The types of capital backing sukuk may include property leasing, industrial projects, commercial projects, or other types of investments. The increase in value in sukuk comes from the success of these projects, which can vary in risk, rather than in interest rates or credit ratings.
Riba securities are essentially based on interest. The issuer pays out according to the interest rates agreed on, rather than based on the value of the capital backing the securities. This arrangement is Riba due to the fact that it embodies a loaner and loan recipient relationship which involves interest. So, how are profits in sukuk determined? Essentially, it can vary depending on the type of sukuk. However, the main point is to avoid the use of interest in the transaction, which does not comply with Shariah. Some types of security imply a partnership in a join economical venture, while others have fixed returns on capital based on expected outcomes and projections. Some are directly tied to an industrial project or an asset in particular.

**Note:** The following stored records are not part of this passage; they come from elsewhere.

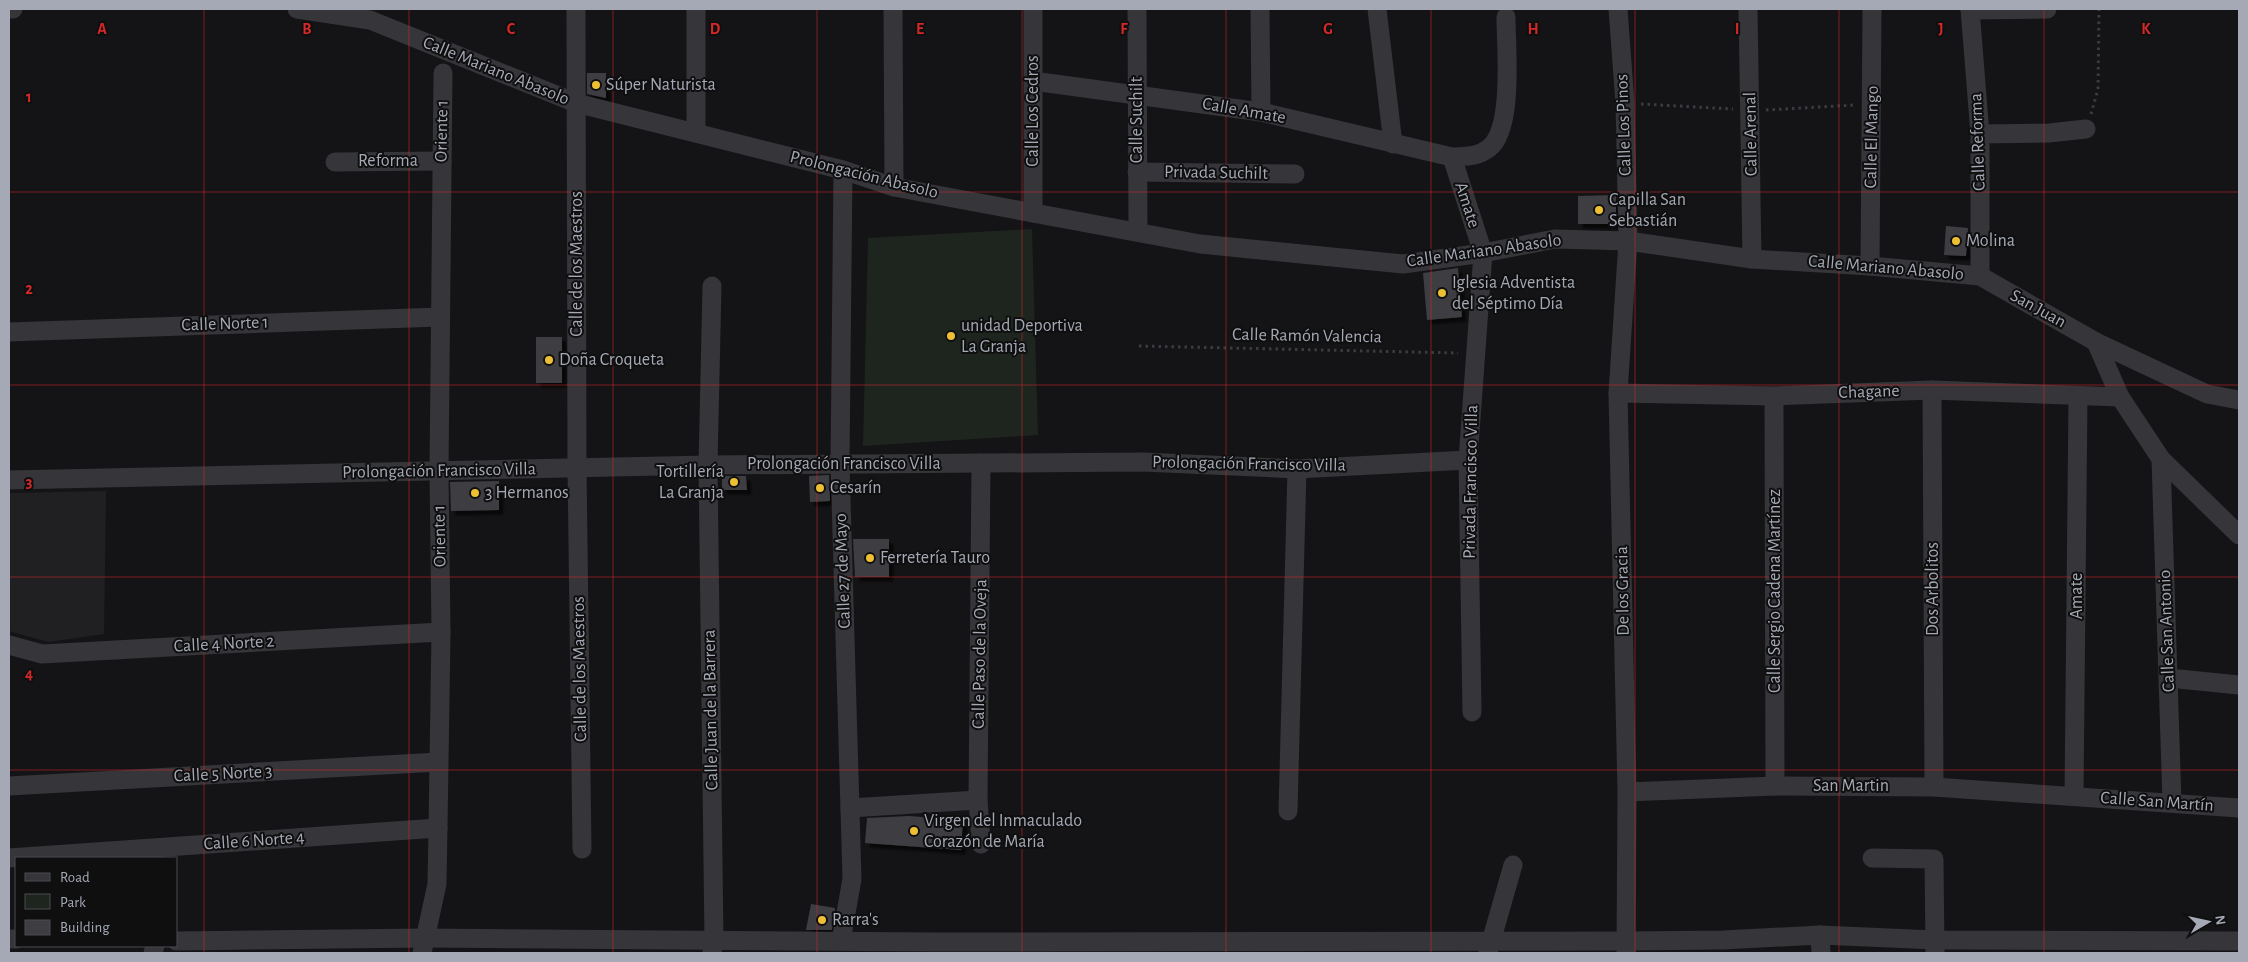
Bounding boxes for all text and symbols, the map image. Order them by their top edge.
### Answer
text: A [97,21,107,37]
text: B [302,21,312,37]
text: C [507,21,516,37]
text: D [710,21,721,37]
text: E [916,21,924,37]
text: F [1120,21,1128,37]
text: G [1323,21,1333,37]
text: H [1527,21,1539,37]
text: I [1735,21,1739,37]
text: J [1938,21,1944,37]
text: K [2141,21,2151,37]
street label: Calle Mariano Abasolo [420,33,572,109]
street label: Calle Los Cedros [1024,55,1042,167]
street label: Calle Los Pinos [1613,74,1635,176]
place label: Súper Naturista [606,76,716,94]
street label: Calle Suchilt [1128,77,1146,163]
marker: Súper Naturista [590,79,602,91]
street label: Calle El Mango [1862,85,1882,189]
text: 1 [26,89,32,105]
street label: Calle Arenal [1741,92,1761,176]
street label: Calle Reforma [1967,93,1989,191]
street label: Calle Amate [1201,95,1287,127]
street label: Oriente 1 [432,100,452,162]
street label: Prolongación Abasolo [788,148,940,202]
street label: Reforma [358,152,418,170]
street label: Privada Suchilt [1164,163,1268,183]
street label: Amate [1451,180,1483,230]
street label: Calle de los Maestros [568,191,586,337]
place label: Capilla San Sebastián [1609,191,1686,230]
marker: Capilla San Sebastián [1593,204,1605,216]
street label: Calle Mariano Abasolo [1405,231,1563,271]
place label: Molina [1966,232,2015,250]
marker: Molina [1950,235,1962,247]
street label: Calle Mariano Abasolo [1807,252,1965,284]
place label: Iglesia Adventista del Séptimo Día [1452,274,1575,313]
text: 2 [25,281,33,297]
street label: San Juan [2007,286,2069,332]
marker: Iglesia Adventista del Séptimo Día [1436,287,1448,299]
street label: Calle Norte 1 [181,313,269,335]
place label: unidad Deportiva La Granja [961,317,1083,356]
street label: Calle Ramón Valencia [1232,326,1382,346]
marker: unidad Deportiva La Granja [945,330,957,342]
place label: Doña Croqueta [559,351,664,369]
marker: Doña Croqueta [543,354,555,366]
street label: Chagane [1838,382,1900,402]
street label: Privada Francisco Villa [1461,405,1481,559]
street label: Prolongación Francisco Villa [1152,453,1346,475]
street label: Prolongación Francisco Villa [747,455,941,473]
street label: Prolongación Francisco Villa [342,460,536,482]
place label: Tortillería La Granja [656,463,724,502]
text: 3 [26,474,33,490]
marker: Tortillería La Granja [728,476,740,488]
place label: Cesarín [830,479,882,497]
marker: Cesarín [814,482,826,494]
place label: 3 Hermanos [485,484,569,502]
marker: 3 Hermanos [469,487,481,499]
street label: Calle Sergio Cadena Martínez [1766,489,1784,693]
street label: Oriente 1 [430,505,450,567]
street label: Calle 27 de Mayo [832,513,854,629]
street label: Dos Arbolitos [1924,542,1942,636]
street label: De los Gracia [1613,546,1633,636]
place label: Ferretería Tauro [880,549,990,567]
marker: Ferretería Tauro [864,552,876,564]
street label: Calle San Antonio [2156,569,2178,693]
street label: Amate [2068,573,2086,619]
street label: Calle Paso de la Oveja [970,579,990,729]
street label: Calle de los Maestros [570,596,590,742]
street label: Calle Juan de la Barrera [701,629,721,791]
street label: Calle 4 Norte 2 [173,632,275,656]
text: 4 [25,666,33,682]
street label: Calle 5 Norte 3 [173,762,273,786]
street label: San Martin [1813,777,1889,795]
street label: Calle San Martín [2100,789,2214,815]
place label: Virgen del Inmaculado Corazón de María [924,812,1082,851]
marker: Virgen del Inmaculado Corazón de María [908,825,920,837]
street label: Calle 6 Norte 4 [203,828,305,854]
legend [15,857,178,947]
text: Road [60,870,90,885]
text: Park [60,895,86,910]
north arrow [2183,897,2233,947]
place label: Rarra's [832,911,879,929]
marker: Rarra's [816,914,828,926]
text: N [2212,914,2228,926]
text: Building [60,920,110,935]

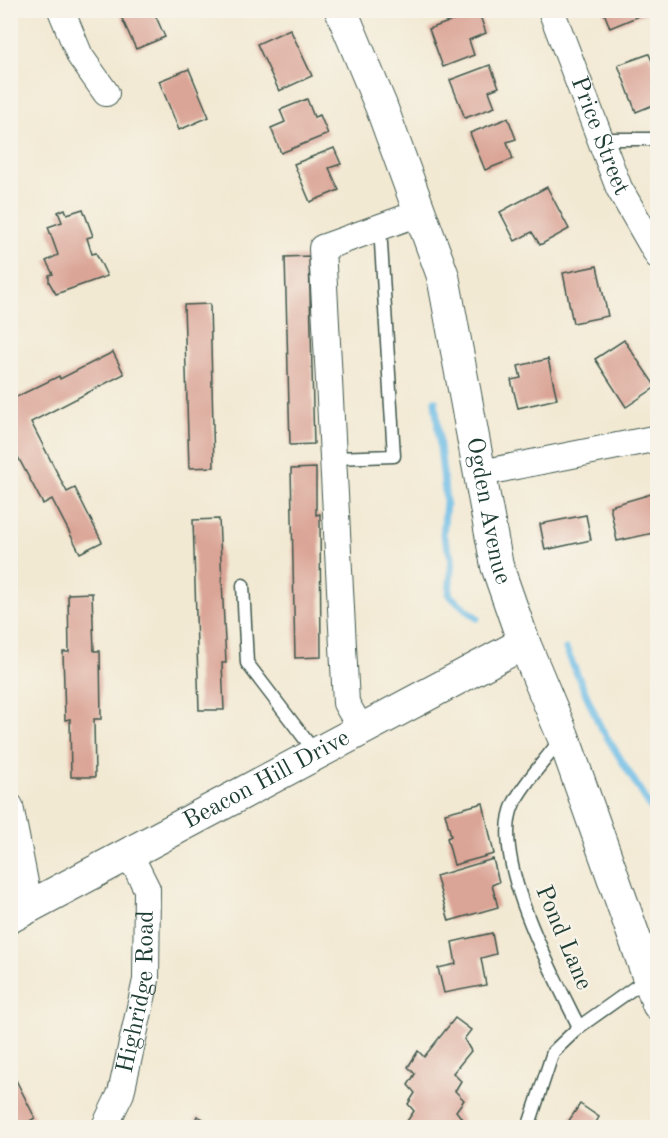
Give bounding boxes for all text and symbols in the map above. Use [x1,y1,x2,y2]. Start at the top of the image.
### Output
street label: Price Street [566,74,633,200]
street label: Ogden Avenue [461,435,515,588]
street label: Beacon Hill Drive [180,726,354,834]
street label: Pond Lane [530,882,596,994]
street label: Highridge Road [114,910,159,1075]

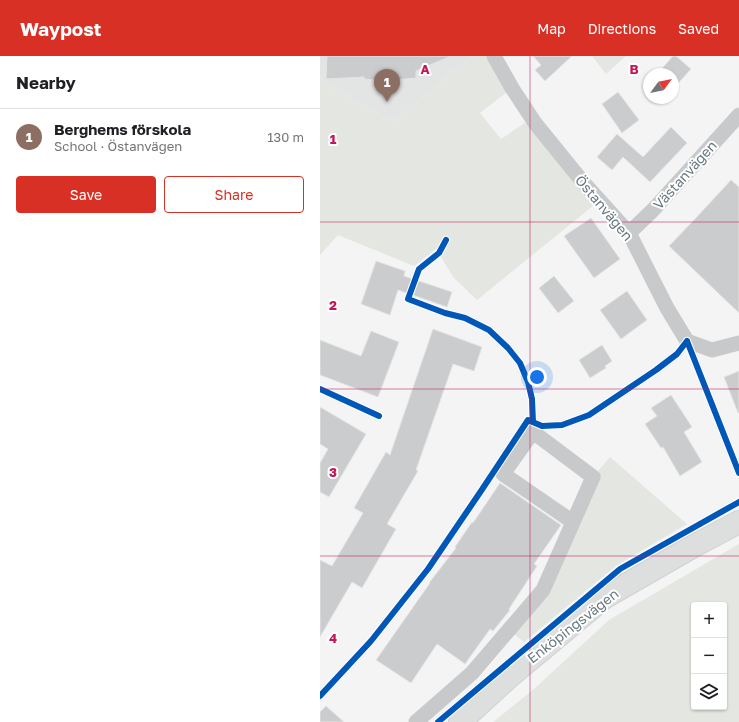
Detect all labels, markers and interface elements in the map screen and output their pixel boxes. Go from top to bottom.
text: Waypost [20,17,101,40]
text: Map [537,20,566,37]
text: Directions [588,20,656,37]
text: Saved [678,20,719,37]
text: A [420,61,430,77]
text: B [629,61,639,77]
north arrow [643,68,679,104]
pin: 1 [374,69,400,102]
text: Nearby [16,72,76,93]
text: Berghems förskola [54,120,191,138]
text: 1 [26,129,32,145]
text: 130 m [267,129,304,145]
text: 1 [330,131,337,147]
street label: Västanvägen [649,137,720,213]
text: School · Östanvägen [54,138,182,154]
street label: Östanvägen [572,171,637,244]
button: Save [16,176,156,213]
button: Share [164,176,304,213]
text: 2 [329,297,337,313]
your location [527,367,547,387]
text: 3 [329,464,337,480]
street label: Enköpingsvägen [524,585,622,666]
map controls [691,602,727,710]
button: + [691,602,727,638]
text: 4 [329,630,337,646]
button: − [691,638,727,674]
button: layers [691,674,727,710]

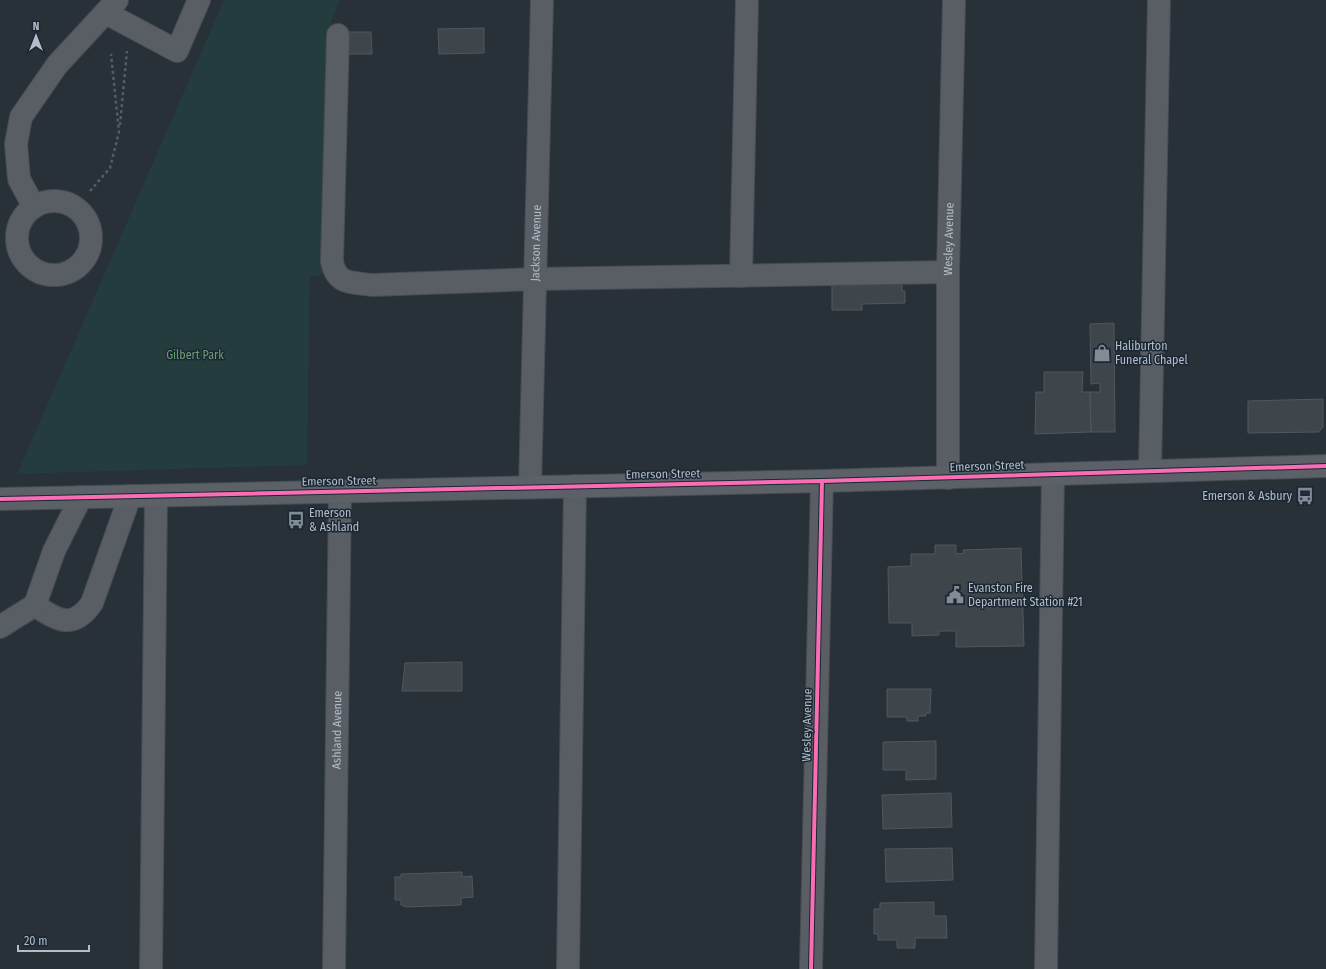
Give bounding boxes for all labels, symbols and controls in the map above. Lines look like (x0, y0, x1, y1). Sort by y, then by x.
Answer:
north arrow (16, 16, 56, 56)
text: N (33, 20, 39, 33)
street label: Wesley Avenue (941, 202, 957, 276)
street label: Jackson Avenue (528, 205, 544, 282)
place label: Haliburton Funeral Chapel (1115, 339, 1188, 367)
shop icon: Haliburton Funeral Chapel (1092, 343, 1112, 363)
park label: Gilbert Park (166, 348, 224, 362)
street label: Emerson Street (949, 458, 1025, 474)
street label: Emerson Street (625, 466, 701, 482)
street label: Emerson Street (301, 473, 377, 489)
bus stop icon: Emerson & Asbury (1295, 486, 1315, 506)
place label: Emerson & Asbury (1202, 489, 1293, 503)
place label: Emerson & Ashland (309, 506, 359, 534)
bus stop icon: Emerson & Ashland (286, 510, 306, 530)
place label: Evanston Fire Department Station #21 (968, 581, 1083, 609)
public building icon: Evanston Fire Department Station #21 (945, 585, 965, 605)
street label: Wesley Avenue (799, 688, 815, 762)
street label: Ashland Avenue (330, 691, 344, 769)
scale bar (18, 927, 89, 953)
text: 20 m (24, 934, 48, 948)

One of the most misunderstood principles of sukuk is how capital is guaranteed. Legally, Riba securities guarantee the principal capital through the use of debt with interest. This motivates investors that are looking to avoid risk. In the case of sukuk, there are also ways to guarantee capital without resorting to Riba. For example, Murabah securities guarantees capital by purchasing the assets in cash and acting as an intermediary. This means that if these securities are cashed on the secondary market, there is a principal profit and an increase in value based on profit projections that is guaranteed. Sukuk issuers can also guarantee principal capital and returns by purchasing insurance for the projects involved and through smart risk management. A third party can also act as an intermediary, guaranteeing the principal capital and a certain return in sukuk; for example, a government may do so as part of an economic development plan.